- Interactive map of the The Complex area

General information
- Type: Commercial
- Architectural style: Spanish Colonial Revival
- Location: 6464-6480 Santa Monica Boulevard, Hollywood, California
- Coordinates: 34°05′26″N 118°19′51″W﻿ / ﻿34.0906°N 118.3307°W
- Year built: 1928

Design and construction
- Architect: John Robert Harris

Los Angeles Historic-Cultural Monument
- Designated: December 1, 2023
- Reference no.: 1295

= The Complex (Los Angeles, California) =

Historic commercial building in Hollywood, California

The Complex is a historic commercial building located at 6464-6480 Santa Monica Boulevard, on the corner of Santa Monica Boulevard and Wilcox Avenue, in Hollywood, California. It formerly housed a theater and studio space that was also named The Complex, which was an anchor for Hollywood Theatre Row. The building was designated a Los Angeles Historic-Cultural Monument in 2023, however, the designation did not include the interior.

==History==
The Complex was designed by John Robert Harris for John R. Black and built alongside the Pacific Railroad Company red car line in 1928. The building housed fifteen different labor unions between 1930 and 1960, many of which represented individuals in the film industry.

The building was sold in 2022, then designated Los Angeles Historic-Cultural Monument No. 1295 on December 1, 2023. The designation does not include the interior.

===Theater and studio space===
In the late 1960s/early 1970s, a portion of the building was converted to theater and studio space. Richmond Shepard ran the space from the late 1970s to 1990. In 1991, the space was bought by Matt Chait, and the following year he led the movement to have the area branded Hollywood Theatre Row. Chait renamed the theater The Complex and during his ownership, he expanded the space to five studio spaces and five theaters, the latter of which was the most in any space along Hollywood Theatre Row.

The Complex hosted many classes and shows over the years. Notably, Vicious played here in 1991, Upright Citizens Brigade’s first sketch comedy writing class in Los Angeles was held here in 2005, for many years the space hosted numerous shows that were part of the Hollywood Fringe Festival, and the space was home to the Theatre of the Arts acting school.

Chait sold his business c. 2017. (Note: Chait sold the business "five years ago" in 2022.) Under new ownership, the business did not survive the Covid 19 pandemic; it remained closed for about 18 months, then Chait resumed management in 2022. The theater closed later that year, when the building owner refused to renew its lease.
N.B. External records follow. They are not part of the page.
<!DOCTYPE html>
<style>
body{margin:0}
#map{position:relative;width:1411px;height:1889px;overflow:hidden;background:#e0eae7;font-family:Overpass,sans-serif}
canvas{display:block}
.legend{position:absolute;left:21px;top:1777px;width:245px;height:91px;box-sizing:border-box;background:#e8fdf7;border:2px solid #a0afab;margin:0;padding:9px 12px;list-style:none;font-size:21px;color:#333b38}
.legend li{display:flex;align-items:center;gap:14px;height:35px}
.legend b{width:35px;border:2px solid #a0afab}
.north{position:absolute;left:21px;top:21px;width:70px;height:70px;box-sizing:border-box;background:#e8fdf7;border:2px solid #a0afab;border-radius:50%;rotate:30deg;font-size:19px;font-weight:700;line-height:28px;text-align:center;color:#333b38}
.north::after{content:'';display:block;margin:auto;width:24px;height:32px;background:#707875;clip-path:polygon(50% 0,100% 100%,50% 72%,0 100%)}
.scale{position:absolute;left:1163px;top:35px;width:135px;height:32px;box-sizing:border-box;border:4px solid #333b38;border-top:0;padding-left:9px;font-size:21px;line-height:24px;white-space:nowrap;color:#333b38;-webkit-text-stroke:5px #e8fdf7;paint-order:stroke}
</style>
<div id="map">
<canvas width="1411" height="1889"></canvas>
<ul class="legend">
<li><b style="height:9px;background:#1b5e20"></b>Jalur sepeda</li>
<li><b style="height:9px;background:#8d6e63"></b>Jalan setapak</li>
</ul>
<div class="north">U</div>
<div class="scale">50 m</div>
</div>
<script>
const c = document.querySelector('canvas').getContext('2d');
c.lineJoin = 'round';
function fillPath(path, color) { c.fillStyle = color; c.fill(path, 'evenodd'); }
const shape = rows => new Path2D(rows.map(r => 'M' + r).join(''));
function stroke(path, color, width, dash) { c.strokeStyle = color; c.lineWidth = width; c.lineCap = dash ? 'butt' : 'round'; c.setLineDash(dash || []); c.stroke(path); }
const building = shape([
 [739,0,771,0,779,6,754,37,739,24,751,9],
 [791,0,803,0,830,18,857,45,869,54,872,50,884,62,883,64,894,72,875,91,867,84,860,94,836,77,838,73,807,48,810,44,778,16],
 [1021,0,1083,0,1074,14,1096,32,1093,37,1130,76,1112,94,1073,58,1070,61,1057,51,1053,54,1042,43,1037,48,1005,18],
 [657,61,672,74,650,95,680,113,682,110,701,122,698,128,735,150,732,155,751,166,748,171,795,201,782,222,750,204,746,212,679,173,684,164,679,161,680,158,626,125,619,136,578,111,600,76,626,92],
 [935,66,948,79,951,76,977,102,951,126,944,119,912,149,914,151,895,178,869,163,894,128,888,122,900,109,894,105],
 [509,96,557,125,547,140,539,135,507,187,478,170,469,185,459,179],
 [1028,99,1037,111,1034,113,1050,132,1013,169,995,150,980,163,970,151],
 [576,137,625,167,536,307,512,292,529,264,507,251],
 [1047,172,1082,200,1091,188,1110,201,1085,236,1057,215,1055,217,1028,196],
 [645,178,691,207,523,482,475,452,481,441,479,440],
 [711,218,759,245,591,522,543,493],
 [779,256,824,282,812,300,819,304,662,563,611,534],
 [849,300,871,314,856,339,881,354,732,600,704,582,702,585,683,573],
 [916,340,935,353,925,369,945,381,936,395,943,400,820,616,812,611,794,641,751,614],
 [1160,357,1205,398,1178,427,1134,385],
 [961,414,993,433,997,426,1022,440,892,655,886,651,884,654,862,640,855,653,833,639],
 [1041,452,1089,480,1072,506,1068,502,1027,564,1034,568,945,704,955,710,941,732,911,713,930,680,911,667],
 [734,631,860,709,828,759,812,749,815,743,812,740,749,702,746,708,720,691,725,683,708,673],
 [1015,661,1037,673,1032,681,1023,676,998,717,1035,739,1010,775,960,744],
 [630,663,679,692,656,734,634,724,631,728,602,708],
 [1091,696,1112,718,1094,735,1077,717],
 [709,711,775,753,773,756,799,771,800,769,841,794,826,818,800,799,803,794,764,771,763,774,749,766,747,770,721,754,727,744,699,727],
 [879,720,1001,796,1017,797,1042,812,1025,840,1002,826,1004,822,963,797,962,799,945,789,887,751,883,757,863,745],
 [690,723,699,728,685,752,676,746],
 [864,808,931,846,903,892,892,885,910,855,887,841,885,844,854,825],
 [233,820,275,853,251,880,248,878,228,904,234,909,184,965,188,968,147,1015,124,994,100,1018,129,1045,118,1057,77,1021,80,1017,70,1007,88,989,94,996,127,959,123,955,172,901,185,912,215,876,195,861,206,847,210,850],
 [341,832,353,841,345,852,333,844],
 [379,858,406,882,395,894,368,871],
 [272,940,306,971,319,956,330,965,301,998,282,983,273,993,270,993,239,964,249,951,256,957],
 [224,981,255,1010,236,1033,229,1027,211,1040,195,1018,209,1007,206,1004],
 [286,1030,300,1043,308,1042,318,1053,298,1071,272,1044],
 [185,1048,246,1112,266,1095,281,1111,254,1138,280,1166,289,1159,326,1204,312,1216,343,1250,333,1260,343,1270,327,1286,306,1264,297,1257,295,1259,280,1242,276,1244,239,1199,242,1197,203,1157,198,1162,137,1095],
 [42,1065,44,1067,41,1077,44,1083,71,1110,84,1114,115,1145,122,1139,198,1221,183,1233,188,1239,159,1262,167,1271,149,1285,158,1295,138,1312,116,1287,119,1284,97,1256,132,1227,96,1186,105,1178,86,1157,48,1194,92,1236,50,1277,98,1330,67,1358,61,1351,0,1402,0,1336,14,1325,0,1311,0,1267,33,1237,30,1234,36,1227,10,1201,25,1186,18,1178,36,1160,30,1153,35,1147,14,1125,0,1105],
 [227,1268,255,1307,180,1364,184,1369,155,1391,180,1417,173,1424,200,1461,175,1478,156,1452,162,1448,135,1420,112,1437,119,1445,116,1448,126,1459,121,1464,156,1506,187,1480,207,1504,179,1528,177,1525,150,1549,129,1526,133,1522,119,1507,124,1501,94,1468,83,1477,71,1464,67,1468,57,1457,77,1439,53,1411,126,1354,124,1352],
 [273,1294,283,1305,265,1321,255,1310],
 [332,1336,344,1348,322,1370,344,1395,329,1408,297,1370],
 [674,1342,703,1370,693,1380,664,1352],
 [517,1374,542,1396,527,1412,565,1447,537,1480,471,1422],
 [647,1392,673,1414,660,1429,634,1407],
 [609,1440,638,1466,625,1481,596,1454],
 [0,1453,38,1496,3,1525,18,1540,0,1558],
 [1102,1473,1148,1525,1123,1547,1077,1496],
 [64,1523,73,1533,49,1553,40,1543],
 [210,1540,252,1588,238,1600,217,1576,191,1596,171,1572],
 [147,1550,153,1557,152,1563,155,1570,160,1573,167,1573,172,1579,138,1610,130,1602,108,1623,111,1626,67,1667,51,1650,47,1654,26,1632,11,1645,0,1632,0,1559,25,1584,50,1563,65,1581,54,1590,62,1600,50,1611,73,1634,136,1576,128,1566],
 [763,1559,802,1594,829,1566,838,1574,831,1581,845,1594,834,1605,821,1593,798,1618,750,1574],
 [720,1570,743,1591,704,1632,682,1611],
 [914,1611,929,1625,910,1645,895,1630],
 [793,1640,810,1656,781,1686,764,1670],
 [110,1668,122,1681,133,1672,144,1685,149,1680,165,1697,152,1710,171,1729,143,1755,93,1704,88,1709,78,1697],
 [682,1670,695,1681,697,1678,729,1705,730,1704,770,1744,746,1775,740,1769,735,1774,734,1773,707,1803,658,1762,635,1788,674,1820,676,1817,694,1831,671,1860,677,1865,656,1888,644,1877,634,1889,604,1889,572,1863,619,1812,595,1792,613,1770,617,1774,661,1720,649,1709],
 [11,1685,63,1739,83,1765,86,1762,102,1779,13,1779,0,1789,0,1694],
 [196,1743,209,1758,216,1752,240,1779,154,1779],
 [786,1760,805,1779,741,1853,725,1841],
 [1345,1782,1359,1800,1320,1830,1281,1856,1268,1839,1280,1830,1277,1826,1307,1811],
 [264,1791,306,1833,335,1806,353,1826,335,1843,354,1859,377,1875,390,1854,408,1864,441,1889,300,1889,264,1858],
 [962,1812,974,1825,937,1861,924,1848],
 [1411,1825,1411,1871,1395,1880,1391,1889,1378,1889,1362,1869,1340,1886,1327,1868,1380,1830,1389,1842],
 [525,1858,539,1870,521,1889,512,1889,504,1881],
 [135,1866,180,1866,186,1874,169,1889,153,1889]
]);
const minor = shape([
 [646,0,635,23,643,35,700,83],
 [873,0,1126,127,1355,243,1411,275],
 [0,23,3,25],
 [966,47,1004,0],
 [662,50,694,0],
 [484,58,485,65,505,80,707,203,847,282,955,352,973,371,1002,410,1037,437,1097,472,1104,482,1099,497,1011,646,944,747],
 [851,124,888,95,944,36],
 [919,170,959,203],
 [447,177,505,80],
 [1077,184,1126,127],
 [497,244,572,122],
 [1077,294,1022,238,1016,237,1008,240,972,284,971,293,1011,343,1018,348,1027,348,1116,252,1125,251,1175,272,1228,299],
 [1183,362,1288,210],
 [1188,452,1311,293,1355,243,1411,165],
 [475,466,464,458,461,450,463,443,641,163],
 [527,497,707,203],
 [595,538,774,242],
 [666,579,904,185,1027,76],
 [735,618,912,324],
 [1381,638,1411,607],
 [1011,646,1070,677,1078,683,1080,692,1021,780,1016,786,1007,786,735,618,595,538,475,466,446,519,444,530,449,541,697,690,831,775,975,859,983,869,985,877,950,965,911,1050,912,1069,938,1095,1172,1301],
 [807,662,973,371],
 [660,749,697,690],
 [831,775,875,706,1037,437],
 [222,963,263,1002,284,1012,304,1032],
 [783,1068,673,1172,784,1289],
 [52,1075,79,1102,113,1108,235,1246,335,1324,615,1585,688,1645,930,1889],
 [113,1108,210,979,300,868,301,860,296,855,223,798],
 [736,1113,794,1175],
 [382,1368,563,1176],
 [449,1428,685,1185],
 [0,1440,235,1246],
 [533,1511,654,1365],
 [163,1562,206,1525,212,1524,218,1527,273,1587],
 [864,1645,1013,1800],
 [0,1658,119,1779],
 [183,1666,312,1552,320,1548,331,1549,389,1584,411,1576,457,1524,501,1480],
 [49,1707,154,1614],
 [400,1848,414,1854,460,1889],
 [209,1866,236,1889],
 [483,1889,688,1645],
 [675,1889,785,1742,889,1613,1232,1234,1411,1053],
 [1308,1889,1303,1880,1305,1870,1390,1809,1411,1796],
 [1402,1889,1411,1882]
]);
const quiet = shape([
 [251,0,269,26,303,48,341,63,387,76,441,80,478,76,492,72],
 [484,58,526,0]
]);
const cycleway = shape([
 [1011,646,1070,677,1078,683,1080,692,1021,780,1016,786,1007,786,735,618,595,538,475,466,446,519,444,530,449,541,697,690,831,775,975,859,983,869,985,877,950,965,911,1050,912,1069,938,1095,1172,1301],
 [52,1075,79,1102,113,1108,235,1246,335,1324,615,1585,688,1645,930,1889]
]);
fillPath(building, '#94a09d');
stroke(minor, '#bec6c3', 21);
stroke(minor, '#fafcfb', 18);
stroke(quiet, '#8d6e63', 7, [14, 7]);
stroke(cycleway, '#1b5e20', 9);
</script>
==Architecture and design==
The Complex is a two-story mixed-use development, with storefronts on the first floor and residences on the second. The building is rectangular in plan, built of brick with a wood and steel frame and stucco cladding, features a Spanish Colonial Revival design, and is mostly topped by a flat roof with a raised parapet. The northwest corner of the building, however, is topped by a pyramidal roof that rises above the roofline.

The building's primary facade faces north and is asymmetrical in design. The ground floor facade consists of an arcade of five round arch storefronts with multi-lite transoms next to a shouldered arch storefront on the northwest corner. The corner storefront also features thick columns and whimsical ornamentation that is made of plaster and surrounds the storefront's multi-lite transom window. The second-floor features two lancet arch windows with divided-lite steel transoms and additional divided-lite steel casement windows; it also features stepped pilasters and the northwest corner features vents with a floral motif.

The building's west-facing first floor facade features two round arches and a shouldered arch, all of which have been infilled. The second floor facade features the same windows as the north facade, although fewer in number.

Inside, the building features a first floor lobby and box office, second floor mezzanine and offices, doors with decorative molding and infilled transom openings, and a staircase and balcony with a wrought iron railing.